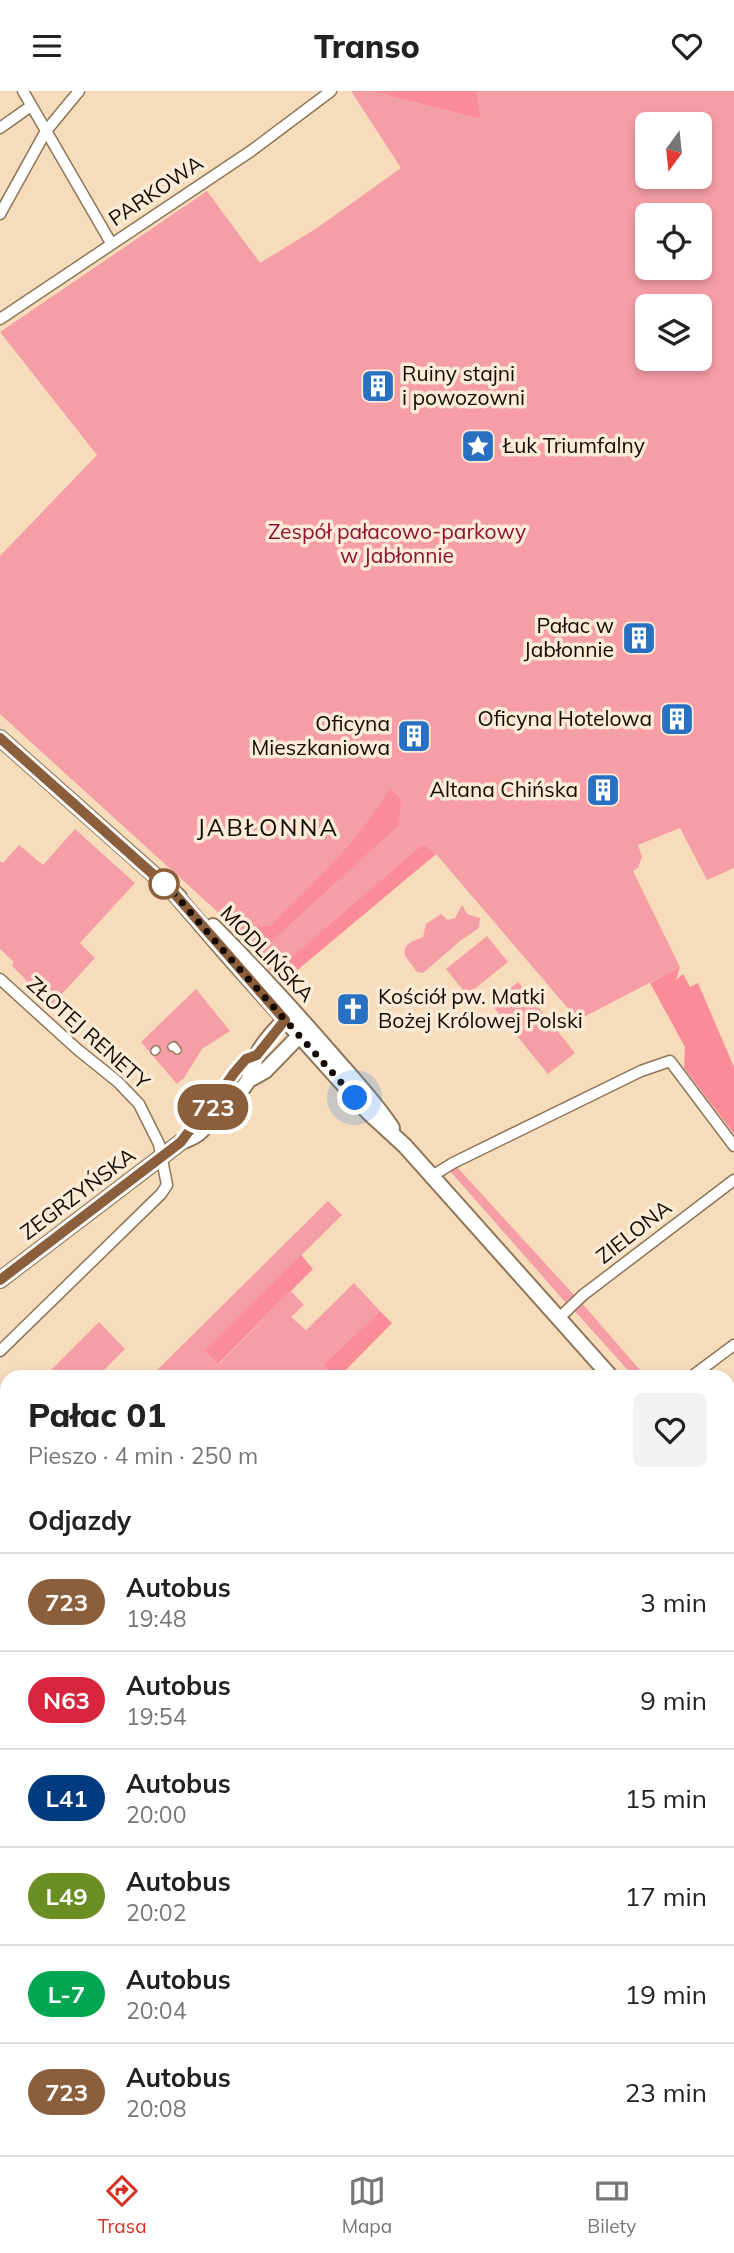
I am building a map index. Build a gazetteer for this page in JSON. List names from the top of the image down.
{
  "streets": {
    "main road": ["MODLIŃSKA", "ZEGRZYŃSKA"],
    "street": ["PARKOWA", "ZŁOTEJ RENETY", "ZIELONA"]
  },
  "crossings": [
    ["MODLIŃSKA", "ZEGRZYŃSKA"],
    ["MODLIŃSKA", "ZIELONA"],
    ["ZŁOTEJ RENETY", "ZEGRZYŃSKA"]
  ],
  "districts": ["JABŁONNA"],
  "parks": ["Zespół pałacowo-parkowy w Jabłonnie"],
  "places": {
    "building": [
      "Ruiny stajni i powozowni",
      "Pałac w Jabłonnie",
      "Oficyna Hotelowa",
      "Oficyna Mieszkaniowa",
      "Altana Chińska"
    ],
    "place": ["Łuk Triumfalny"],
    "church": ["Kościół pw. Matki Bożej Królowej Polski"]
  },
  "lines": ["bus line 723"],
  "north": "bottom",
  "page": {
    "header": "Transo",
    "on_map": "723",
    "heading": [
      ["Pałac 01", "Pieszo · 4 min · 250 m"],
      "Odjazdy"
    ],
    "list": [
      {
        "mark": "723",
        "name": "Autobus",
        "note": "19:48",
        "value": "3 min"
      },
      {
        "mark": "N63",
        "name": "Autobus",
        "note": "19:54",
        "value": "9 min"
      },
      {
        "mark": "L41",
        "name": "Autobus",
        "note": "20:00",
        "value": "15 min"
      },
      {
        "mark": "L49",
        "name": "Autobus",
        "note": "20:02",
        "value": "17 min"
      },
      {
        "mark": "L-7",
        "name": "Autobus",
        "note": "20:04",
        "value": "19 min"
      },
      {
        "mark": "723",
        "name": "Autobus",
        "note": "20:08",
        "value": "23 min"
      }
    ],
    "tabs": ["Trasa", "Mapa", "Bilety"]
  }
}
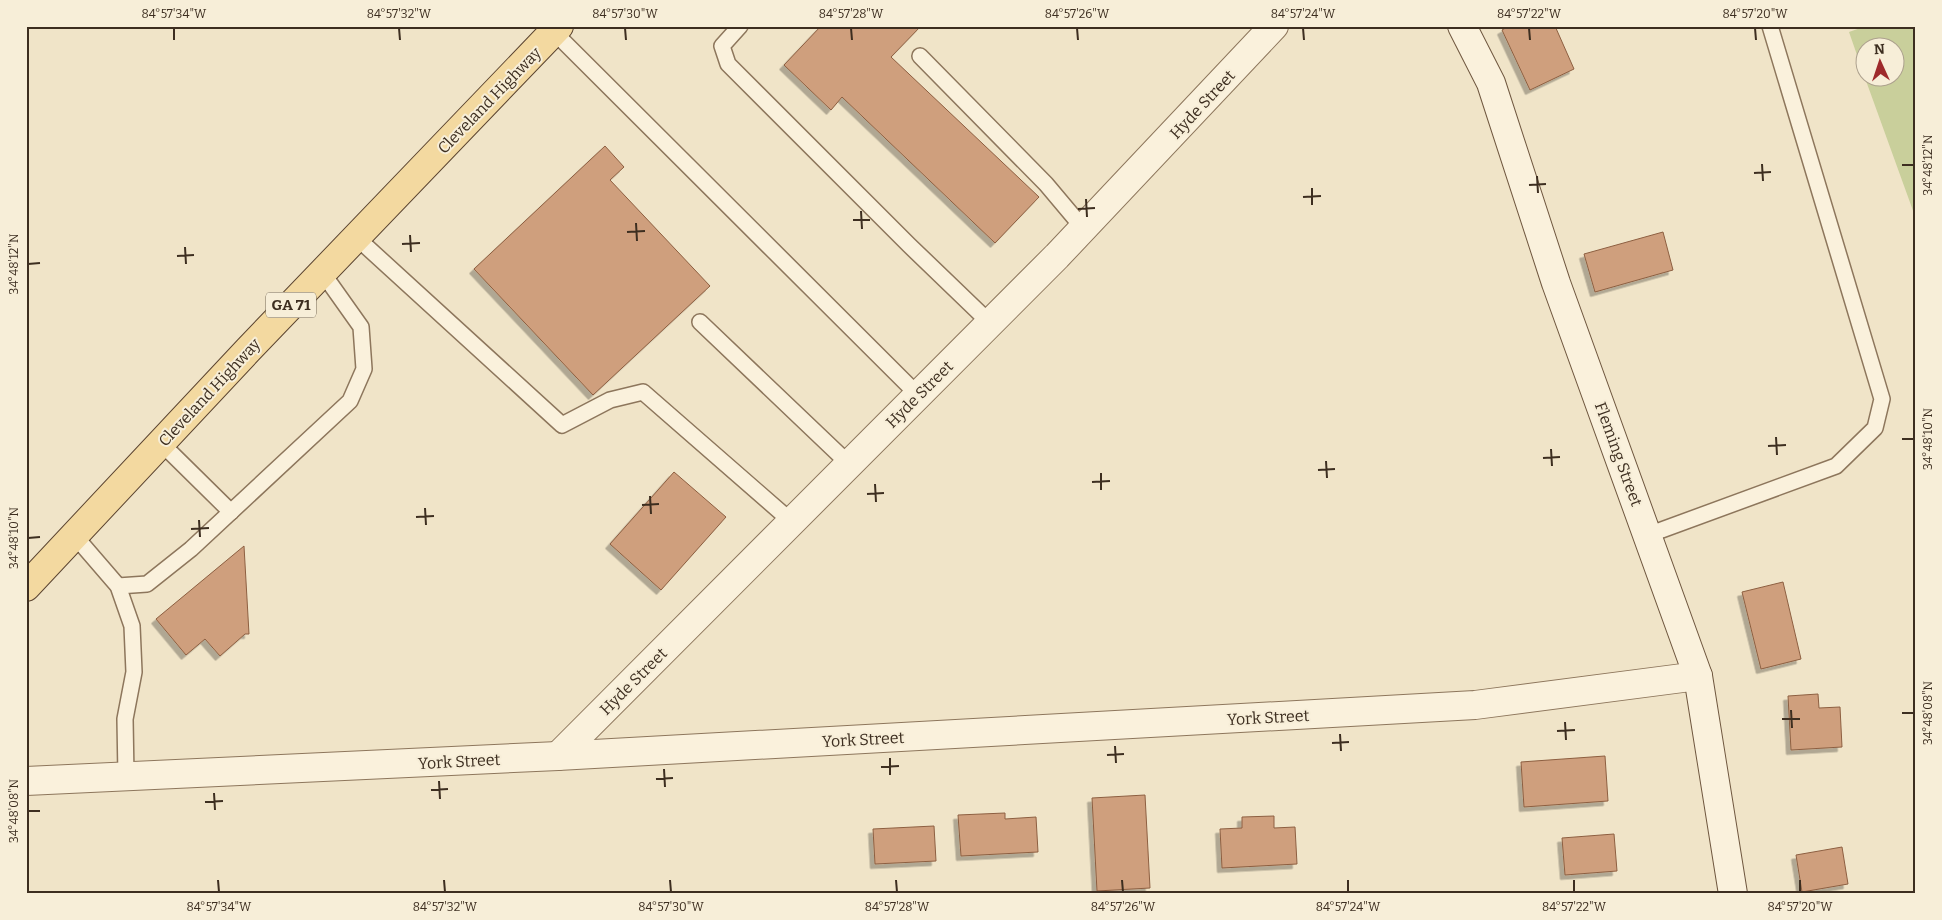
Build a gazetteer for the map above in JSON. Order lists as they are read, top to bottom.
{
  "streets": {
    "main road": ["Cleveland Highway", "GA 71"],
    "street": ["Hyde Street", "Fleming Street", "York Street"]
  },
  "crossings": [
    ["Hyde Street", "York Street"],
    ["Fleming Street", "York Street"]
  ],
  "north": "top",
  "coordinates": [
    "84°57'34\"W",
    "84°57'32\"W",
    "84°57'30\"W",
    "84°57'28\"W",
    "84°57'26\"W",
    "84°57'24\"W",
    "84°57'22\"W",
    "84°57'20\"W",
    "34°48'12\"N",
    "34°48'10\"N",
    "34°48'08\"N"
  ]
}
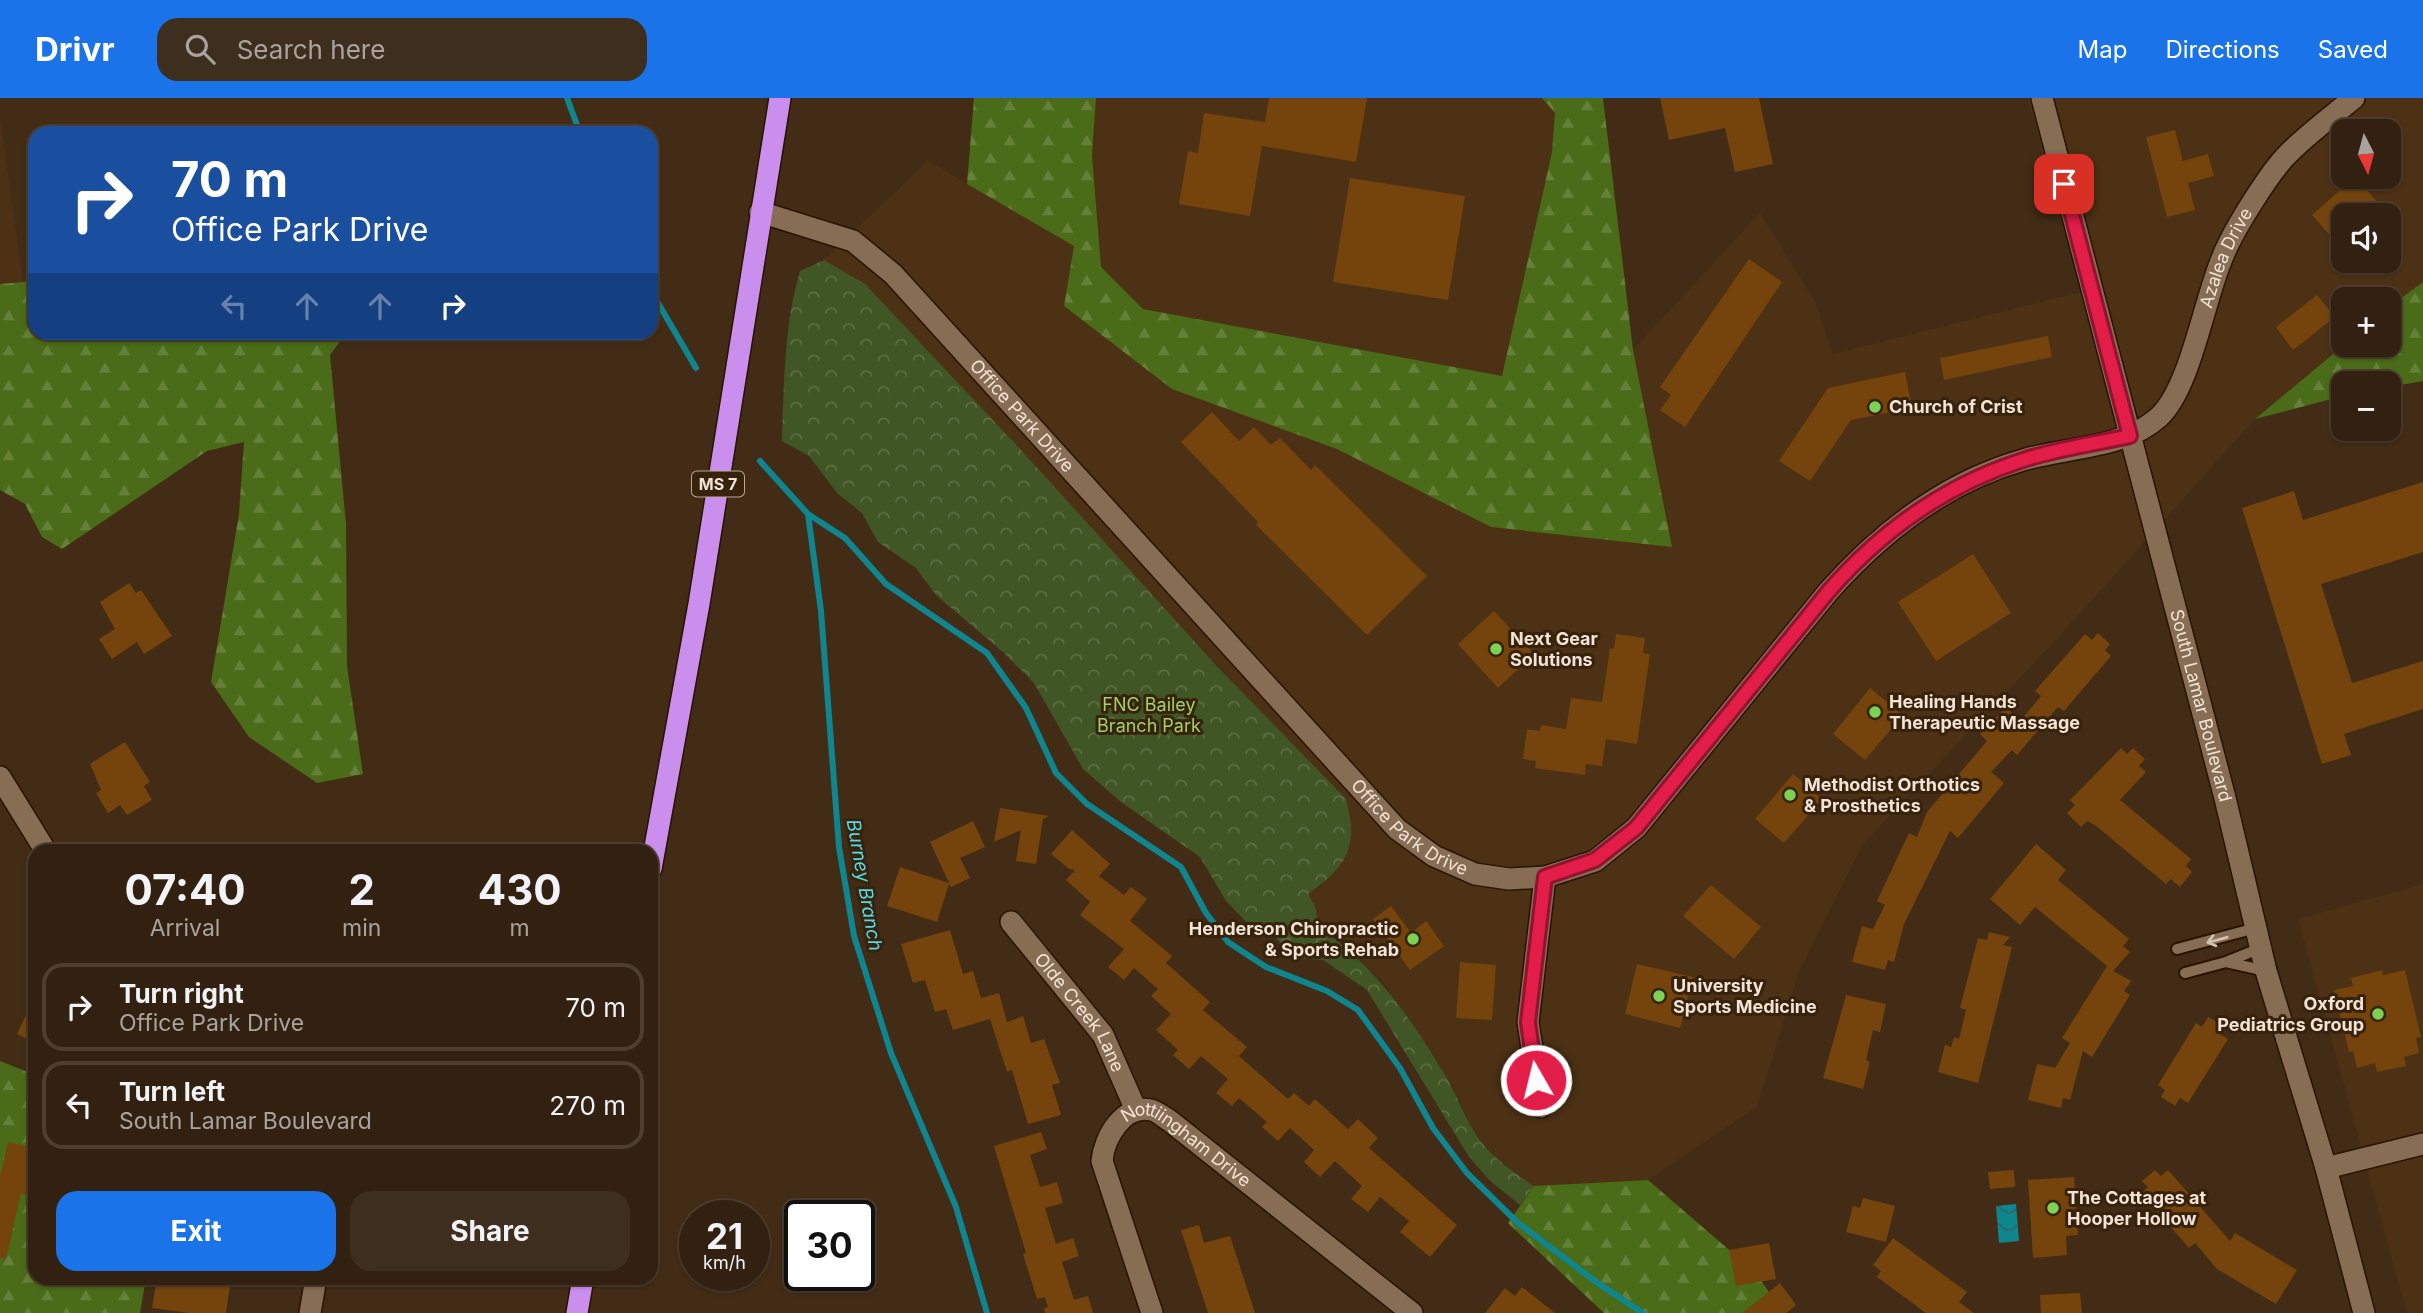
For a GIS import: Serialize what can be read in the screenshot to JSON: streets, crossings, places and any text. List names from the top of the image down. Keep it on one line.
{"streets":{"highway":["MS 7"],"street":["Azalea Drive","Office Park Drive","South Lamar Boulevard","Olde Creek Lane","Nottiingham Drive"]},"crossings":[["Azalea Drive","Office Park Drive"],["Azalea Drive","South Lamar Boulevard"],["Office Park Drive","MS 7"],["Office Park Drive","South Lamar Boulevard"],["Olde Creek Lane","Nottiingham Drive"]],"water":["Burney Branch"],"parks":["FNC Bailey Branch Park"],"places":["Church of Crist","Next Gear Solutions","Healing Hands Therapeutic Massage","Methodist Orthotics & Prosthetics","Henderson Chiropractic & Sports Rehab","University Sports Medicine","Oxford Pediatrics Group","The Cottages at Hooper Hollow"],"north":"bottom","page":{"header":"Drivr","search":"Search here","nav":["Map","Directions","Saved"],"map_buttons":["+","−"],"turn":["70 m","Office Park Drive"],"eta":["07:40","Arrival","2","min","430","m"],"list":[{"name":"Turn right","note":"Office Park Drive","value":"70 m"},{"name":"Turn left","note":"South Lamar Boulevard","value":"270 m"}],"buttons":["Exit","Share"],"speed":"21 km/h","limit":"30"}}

* [Problem description]
Return each line in the records that holds the string "places".

* [Solution to the problem]
  "places": {
For a GIS import: Serialize what can be read in the screenshot to JSON: streets, crossings, places and any text. List names from the top of the image down. Keep it on one line.
{"streets":{"highway":["MS 7"],"street":["Azalea Drive","Office Park Drive","South Lamar Boulevard","Olde Creek Lane","Nottiingham Drive"]},"crossings":[["Azalea Drive","Office Park Drive"],["Azalea Drive","South Lamar Boulevard"],["Office Park Drive","MS 7"],["Office Park Drive","South Lamar Boulevard"],["Olde Creek Lane","Nottiingham Drive"]],"water":["Burney Branch"],"parks":["FNC Bailey Branch Park"],"places":["Church of Crist","Next Gear Solutions","Healing Hands Therapeutic Massage","Methodist Orthotics & Prosthetics","Henderson Chiropractic & Sports Rehab","University Sports Medicine","Oxford Pediatrics Group","The Cottages at Hooper Hollow"],"north":"bottom","page":{"header":"Drivr","search":"Search here","nav":["Map","Directions","Saved"],"map_buttons":["+","−"],"turn":["70 m","Office Park Drive"],"eta":["07:40","Arrival","2","min","430","m"],"list":[{"name":"Turn right","note":"Office Park Drive","value":"70 m"},{"name":"Turn left","note":"South Lamar Boulevard","value":"270 m"}],"buttons":["Exit","Share"],"speed":"21 km/h","limit":"30"}}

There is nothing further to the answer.